But this wasn't the way at the Motown machine. Singers were fronts for corporate music and, like so many other artists elsewhere – especially those of the African American variety – he was not allowed to have any sort of artistic control. Marvin Gaye refused to be reigned in by that and while his obstinacy rightfully furthered the cause of black artists gaining control of their own musical artistry, it did nothing but cause him problems with the Motown brass and namely Motown's chief and Marvin Gaye's brother-in-law, Berry Gordy, Jr. almost until the very end of his life. It probably even hurt his own career as much as the new direction he sought in music furthered the financial fortunes of Motown and, later, other labels as well.
As rampant racism, the Vietnam War, protest in the streets and police brutality seemed to bring America to its knees in 1970, Marvin Gaye brought forth all his talents to simply state – or ask? - "What's Going On." As Ben Edmonds says in his beautiful notes to the Deluxe Edition CD release of <em>What's Going On</em>, "Its relaxed yet forceful groove was closer to jazz than anything in the Motown canon, but it wasn't really jazz either. Usually the Funk Brothers [the studio musicians who played without credit – until this album – on nearly every Motown recording ever made] didn't have the slightest idea for whom a song was intended or even what it was called. These supremely gifted musicians often looked down their noses at the pop music they were hired to churn out. Not this day. When bassist James Jamerson got home from work, he told his wife he'd just cut a classic."
Marvin Gaye had been inspired and fashioned an inspiring ode that did indeed become a classic, almost immediately. But Berry Gordy, Jr. hated it and refused to release it. Too political. Too weird. And not a hit. Marvin Gaye refused to record anything more for Motown unless "What's Going On" was released. Finally in January 1971, it was released and not only did it become a number 2 pop hit, it even outsold the hugely popular "I Heard it through the Grapevine." Motown demanded an album to follow it up with and this launched Marvin Gaye into the most artistically satisfying stage of his career.

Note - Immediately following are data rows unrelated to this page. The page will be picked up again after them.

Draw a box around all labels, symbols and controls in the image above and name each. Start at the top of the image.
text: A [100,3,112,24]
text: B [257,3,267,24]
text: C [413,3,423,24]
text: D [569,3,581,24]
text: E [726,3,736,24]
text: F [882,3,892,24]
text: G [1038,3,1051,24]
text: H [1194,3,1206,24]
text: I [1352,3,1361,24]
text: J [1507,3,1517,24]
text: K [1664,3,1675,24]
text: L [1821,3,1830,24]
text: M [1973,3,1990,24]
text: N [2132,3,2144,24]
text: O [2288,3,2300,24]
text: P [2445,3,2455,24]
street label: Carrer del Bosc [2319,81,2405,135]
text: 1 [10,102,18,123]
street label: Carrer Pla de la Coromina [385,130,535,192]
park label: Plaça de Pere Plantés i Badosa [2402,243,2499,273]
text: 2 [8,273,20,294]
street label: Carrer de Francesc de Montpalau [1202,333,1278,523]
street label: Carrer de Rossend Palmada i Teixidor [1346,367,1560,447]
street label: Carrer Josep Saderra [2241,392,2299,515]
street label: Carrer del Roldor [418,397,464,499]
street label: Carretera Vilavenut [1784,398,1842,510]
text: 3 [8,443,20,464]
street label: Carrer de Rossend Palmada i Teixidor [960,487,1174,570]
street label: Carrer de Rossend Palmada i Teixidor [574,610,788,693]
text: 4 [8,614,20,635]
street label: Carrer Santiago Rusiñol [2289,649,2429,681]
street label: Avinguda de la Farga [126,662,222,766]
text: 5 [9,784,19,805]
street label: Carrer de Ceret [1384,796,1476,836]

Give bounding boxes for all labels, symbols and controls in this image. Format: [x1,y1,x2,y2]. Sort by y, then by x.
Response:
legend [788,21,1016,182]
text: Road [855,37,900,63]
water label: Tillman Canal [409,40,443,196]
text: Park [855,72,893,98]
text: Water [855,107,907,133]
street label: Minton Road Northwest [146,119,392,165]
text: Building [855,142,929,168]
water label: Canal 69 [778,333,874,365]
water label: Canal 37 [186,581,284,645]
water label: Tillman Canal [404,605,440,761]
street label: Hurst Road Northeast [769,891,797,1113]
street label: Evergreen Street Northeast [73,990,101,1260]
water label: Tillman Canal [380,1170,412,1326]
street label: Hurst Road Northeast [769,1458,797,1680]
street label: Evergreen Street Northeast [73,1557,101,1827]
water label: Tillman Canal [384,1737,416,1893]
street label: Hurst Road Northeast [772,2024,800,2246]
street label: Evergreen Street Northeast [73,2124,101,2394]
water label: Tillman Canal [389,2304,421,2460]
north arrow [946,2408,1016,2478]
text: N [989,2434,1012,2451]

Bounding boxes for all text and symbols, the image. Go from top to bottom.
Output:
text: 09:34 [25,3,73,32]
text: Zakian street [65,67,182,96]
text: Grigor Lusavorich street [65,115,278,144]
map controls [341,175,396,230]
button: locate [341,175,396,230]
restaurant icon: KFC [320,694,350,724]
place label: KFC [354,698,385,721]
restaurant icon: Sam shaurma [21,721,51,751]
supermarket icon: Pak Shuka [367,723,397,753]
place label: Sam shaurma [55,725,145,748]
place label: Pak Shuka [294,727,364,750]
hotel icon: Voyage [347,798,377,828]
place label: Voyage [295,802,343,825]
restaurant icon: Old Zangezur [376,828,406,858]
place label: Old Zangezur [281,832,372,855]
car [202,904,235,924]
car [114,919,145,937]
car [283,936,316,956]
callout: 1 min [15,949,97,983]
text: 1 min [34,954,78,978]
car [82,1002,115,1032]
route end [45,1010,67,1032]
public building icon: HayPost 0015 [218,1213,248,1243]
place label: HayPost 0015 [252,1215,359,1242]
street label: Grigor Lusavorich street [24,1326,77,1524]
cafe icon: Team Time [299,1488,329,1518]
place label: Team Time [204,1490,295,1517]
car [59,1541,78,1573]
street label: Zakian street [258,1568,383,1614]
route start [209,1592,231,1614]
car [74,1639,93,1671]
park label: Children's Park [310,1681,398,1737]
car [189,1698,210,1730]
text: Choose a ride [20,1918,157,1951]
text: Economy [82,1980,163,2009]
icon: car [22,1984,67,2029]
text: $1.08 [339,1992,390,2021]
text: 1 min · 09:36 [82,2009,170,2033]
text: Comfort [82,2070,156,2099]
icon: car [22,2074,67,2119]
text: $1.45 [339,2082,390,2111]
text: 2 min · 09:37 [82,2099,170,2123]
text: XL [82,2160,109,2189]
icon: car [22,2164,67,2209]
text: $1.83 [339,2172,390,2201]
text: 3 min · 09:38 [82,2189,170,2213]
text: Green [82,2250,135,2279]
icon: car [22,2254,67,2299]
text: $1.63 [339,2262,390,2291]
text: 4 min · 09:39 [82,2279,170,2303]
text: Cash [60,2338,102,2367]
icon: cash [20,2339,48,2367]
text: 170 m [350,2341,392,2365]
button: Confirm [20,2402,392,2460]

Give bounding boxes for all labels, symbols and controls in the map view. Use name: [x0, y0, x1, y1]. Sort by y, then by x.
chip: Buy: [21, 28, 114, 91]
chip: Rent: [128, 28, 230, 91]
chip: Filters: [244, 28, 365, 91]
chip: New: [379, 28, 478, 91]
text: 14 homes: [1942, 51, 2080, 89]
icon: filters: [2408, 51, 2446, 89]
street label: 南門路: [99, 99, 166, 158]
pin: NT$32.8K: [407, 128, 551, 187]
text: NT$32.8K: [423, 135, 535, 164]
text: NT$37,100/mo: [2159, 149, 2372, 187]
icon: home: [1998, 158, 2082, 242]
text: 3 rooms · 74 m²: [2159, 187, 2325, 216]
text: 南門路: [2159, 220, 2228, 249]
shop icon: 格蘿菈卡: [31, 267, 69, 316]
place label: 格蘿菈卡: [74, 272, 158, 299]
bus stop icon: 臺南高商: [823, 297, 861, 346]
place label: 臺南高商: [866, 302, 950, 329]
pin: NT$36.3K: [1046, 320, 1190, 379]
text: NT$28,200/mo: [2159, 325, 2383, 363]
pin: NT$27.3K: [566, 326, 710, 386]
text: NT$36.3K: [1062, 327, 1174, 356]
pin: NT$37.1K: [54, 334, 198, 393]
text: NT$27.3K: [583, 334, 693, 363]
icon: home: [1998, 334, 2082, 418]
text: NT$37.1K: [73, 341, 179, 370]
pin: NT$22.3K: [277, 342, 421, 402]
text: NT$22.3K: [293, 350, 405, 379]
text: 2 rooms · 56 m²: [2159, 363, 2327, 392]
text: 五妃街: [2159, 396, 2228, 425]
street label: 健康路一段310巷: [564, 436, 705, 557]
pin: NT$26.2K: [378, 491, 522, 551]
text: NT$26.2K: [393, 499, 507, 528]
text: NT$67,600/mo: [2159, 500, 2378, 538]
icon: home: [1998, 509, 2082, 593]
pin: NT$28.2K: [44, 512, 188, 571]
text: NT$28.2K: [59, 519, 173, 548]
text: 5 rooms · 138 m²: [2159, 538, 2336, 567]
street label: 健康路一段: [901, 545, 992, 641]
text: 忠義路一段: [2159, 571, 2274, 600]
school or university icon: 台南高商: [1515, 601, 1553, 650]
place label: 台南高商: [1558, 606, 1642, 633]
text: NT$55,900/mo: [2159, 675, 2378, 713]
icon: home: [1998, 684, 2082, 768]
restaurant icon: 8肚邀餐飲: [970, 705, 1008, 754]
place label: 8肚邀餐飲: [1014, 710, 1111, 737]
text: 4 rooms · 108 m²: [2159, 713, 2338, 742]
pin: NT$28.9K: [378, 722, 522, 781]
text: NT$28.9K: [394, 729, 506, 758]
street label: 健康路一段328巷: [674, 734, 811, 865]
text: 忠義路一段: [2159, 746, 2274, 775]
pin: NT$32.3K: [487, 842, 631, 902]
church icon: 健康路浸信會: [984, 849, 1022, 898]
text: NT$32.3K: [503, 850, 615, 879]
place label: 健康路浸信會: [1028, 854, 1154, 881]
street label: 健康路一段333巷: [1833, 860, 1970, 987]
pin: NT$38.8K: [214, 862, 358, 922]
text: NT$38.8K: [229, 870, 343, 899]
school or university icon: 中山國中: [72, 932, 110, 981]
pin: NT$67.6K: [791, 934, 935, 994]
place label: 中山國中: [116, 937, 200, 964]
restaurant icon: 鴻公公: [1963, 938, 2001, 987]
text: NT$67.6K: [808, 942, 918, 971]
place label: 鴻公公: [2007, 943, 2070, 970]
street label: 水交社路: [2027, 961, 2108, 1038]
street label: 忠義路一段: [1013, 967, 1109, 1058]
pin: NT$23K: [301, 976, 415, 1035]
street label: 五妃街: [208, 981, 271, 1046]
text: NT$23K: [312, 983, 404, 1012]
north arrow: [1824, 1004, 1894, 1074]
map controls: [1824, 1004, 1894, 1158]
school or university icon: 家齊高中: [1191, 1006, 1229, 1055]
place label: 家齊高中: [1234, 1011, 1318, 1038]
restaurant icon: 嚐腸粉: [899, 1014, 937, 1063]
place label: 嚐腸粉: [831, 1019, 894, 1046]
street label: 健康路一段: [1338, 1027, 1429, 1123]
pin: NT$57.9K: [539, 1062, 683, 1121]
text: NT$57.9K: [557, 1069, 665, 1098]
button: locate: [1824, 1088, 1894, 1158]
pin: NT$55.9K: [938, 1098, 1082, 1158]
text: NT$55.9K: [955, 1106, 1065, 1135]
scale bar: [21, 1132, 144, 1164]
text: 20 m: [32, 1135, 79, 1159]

What he was doing was searching the wellspring of his soul to create music he felt. Rather than singing words that were put in front of him, he was singing what came from within him. Lyrically, it might not even make sense. But it was him and there was a poetic beauty about it all. It was the same spontaneous composition that fuels so much of jazz. Marvin Gaye learned how to use technology to make his voice do multiple things at once. If you listen to any of the music from this period (1970-1980), a study of Marvin Gaye's voicings would read like a treatise on a jazz group. Marvin Gaye heard something that no one before him had ever heard: precisely how to turn a crooner into a choir. A jazz choir.
Much of the jazz sensibility Marvin Gaye was exercising in his perfect and profitable voice extended to the musical instrumentation supporting those songs. The Funk Brothers must have loved playing for this guy. Marvin Gaye was not looking for pet licks, riff-based programmatics, familiar/topical sounds or chock-a-block, cookie-cutter rhythms. He was hearing an extension of what he was trying to express. That it yielded hit after hit of hitherto unheard musical magic is miraculous enough. But that it is, like Miles Davis, seeking to express a sound that has never been heard before is a testament to the man's musical genius – a genius that was probably sublimated to that "Love Man" voice as the unfortunately crowned "Prince of Motown."
There is much that is fascinating and worthwhile in Marvin Gaye's music from this period aside from the hits and that beautiful voice. Here, now, is a voice that is an instrument of divinity, transcending Top 40 radio, and expressing what is soulful about soul, heartfelt about life and creative about so much jazz. Since I do not propose a survey of the hits and how successful or unsuccessful any of the music is, I will contain my commentary to the jazz elements I detect in the work – and the jazz coverage the music has received. It's what makes Marvin Gaye's music important to me and what makes it live beyond The Big Chill type nostalgia.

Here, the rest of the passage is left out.